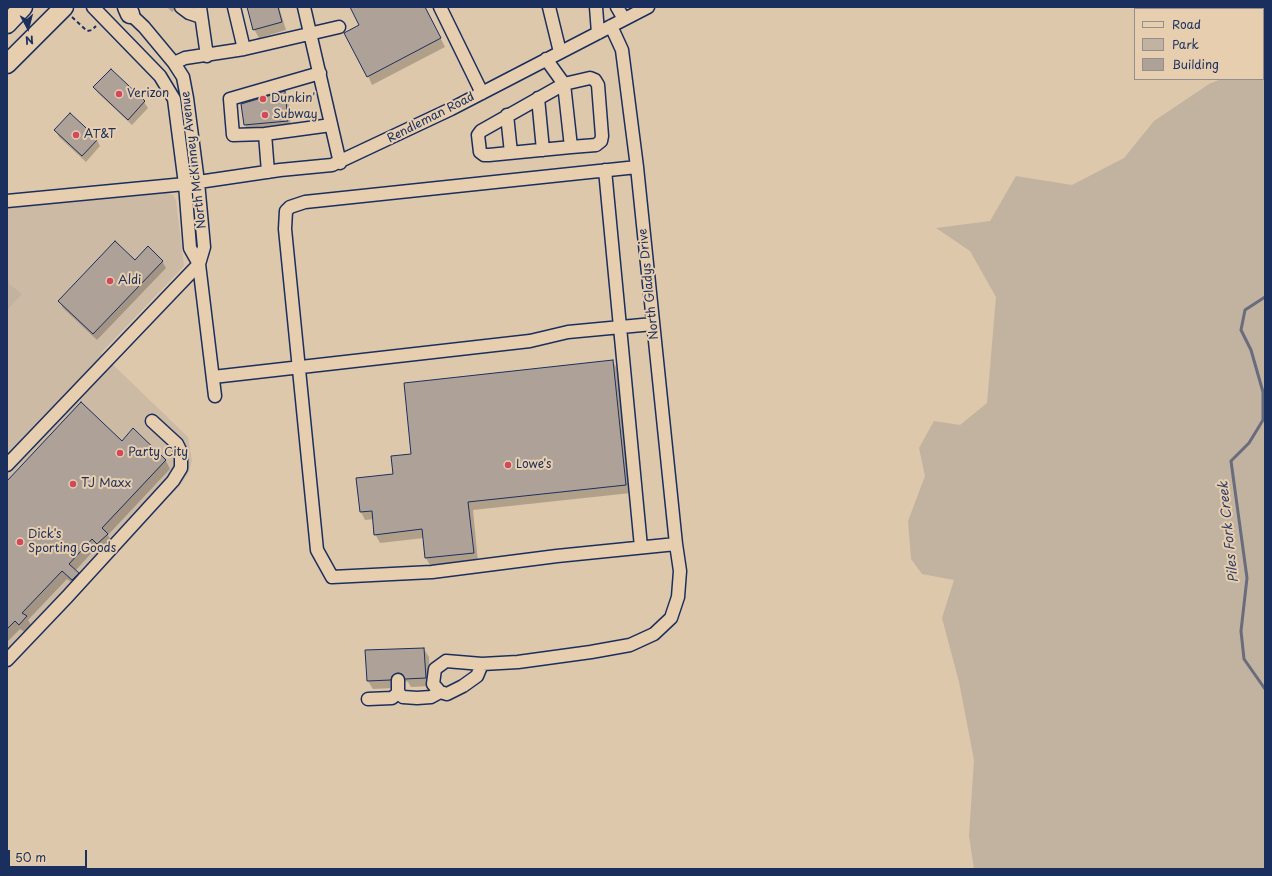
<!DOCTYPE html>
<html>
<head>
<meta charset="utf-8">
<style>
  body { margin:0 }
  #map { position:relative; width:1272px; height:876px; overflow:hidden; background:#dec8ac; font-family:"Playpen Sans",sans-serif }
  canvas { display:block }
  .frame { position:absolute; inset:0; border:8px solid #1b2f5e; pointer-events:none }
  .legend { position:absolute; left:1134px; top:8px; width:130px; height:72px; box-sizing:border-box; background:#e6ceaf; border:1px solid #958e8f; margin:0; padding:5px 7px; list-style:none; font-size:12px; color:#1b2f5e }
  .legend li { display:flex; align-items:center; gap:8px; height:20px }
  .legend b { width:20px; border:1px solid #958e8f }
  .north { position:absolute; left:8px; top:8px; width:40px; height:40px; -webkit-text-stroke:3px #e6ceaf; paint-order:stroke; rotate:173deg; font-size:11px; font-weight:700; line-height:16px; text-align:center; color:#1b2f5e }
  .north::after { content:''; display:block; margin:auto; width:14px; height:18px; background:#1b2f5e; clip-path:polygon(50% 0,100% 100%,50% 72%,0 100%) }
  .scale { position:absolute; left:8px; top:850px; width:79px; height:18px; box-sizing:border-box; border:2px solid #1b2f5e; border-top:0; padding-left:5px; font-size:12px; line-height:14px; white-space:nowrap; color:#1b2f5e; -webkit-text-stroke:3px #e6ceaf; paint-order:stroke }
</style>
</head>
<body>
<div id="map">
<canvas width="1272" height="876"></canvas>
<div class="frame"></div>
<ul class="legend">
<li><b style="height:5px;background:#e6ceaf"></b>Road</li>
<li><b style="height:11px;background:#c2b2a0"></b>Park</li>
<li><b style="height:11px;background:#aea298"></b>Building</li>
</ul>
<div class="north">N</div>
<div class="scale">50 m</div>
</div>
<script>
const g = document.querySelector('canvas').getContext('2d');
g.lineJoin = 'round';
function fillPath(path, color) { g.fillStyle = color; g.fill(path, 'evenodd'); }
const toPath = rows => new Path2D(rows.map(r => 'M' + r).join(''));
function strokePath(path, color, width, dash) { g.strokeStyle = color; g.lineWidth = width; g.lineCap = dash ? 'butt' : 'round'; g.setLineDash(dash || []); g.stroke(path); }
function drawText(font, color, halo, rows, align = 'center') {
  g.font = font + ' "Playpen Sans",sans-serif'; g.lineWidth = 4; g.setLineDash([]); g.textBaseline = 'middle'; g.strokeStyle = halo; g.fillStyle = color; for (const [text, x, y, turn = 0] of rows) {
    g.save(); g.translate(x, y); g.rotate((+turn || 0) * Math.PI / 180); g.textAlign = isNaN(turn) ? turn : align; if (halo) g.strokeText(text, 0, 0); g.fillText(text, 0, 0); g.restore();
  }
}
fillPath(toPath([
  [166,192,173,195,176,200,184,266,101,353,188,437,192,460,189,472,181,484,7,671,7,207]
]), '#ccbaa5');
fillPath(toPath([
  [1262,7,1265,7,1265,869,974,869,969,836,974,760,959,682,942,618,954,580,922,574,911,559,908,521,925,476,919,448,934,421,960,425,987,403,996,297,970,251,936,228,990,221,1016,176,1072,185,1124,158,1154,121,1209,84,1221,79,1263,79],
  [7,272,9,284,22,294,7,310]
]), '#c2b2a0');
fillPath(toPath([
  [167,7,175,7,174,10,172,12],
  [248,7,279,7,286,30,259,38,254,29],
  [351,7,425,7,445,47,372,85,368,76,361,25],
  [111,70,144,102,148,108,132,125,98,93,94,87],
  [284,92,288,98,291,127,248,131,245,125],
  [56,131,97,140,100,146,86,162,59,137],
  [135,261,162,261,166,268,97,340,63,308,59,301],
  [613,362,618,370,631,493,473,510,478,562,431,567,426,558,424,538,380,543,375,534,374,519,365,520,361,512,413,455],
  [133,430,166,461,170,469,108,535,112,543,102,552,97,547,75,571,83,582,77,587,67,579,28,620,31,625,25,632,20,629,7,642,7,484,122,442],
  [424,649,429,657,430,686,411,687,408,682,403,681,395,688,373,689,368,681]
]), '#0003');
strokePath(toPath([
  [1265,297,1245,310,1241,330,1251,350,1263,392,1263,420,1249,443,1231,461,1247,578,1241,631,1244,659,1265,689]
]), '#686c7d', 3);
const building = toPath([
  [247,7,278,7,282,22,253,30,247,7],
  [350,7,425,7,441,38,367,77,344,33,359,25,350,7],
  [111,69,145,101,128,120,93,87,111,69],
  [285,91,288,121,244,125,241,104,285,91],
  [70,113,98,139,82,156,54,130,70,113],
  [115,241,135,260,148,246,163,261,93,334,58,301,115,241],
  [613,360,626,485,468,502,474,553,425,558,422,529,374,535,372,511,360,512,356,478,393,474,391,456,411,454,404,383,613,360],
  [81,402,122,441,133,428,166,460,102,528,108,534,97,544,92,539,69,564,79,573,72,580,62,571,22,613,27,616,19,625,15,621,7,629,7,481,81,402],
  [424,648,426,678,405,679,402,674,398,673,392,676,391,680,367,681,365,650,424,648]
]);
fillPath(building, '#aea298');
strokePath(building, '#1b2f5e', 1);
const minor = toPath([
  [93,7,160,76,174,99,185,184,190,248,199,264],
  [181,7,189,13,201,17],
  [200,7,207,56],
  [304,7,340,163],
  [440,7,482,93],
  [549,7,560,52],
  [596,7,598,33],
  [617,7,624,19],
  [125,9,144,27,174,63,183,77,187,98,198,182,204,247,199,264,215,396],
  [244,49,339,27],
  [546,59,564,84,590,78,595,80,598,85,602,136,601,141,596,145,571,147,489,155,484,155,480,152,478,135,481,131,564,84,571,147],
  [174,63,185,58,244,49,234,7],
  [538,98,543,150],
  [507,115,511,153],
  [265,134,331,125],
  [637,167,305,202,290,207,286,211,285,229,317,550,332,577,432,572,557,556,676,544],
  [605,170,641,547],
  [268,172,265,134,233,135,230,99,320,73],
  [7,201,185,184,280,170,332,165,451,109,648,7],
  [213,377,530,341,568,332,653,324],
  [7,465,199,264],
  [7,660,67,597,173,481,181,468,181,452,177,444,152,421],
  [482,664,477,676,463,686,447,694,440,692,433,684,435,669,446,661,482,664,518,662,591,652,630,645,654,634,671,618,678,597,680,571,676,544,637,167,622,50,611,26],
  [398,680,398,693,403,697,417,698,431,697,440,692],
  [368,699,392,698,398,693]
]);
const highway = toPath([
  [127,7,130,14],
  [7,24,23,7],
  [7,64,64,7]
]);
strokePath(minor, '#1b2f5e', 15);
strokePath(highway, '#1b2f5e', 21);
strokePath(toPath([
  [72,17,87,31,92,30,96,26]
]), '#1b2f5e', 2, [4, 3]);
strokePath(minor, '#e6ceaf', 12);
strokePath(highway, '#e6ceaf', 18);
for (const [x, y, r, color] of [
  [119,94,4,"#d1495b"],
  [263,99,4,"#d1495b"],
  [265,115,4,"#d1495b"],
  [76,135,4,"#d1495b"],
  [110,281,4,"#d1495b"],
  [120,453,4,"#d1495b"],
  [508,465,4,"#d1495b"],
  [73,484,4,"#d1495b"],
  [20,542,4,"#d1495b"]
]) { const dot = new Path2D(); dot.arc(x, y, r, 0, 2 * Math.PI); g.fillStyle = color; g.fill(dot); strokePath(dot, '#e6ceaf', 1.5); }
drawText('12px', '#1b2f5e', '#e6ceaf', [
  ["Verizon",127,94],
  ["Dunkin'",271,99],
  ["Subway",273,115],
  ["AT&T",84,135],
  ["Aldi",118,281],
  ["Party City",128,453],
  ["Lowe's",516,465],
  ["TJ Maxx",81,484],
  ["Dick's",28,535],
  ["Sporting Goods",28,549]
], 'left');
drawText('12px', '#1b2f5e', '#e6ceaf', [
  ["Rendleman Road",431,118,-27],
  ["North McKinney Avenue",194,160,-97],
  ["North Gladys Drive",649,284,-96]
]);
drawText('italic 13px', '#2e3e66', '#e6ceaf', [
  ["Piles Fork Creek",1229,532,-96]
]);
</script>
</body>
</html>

▸ TASK BRIEF
Report the number of lines above containing the string "left" as your sole answer.

▸ RESPONSE BELOW
4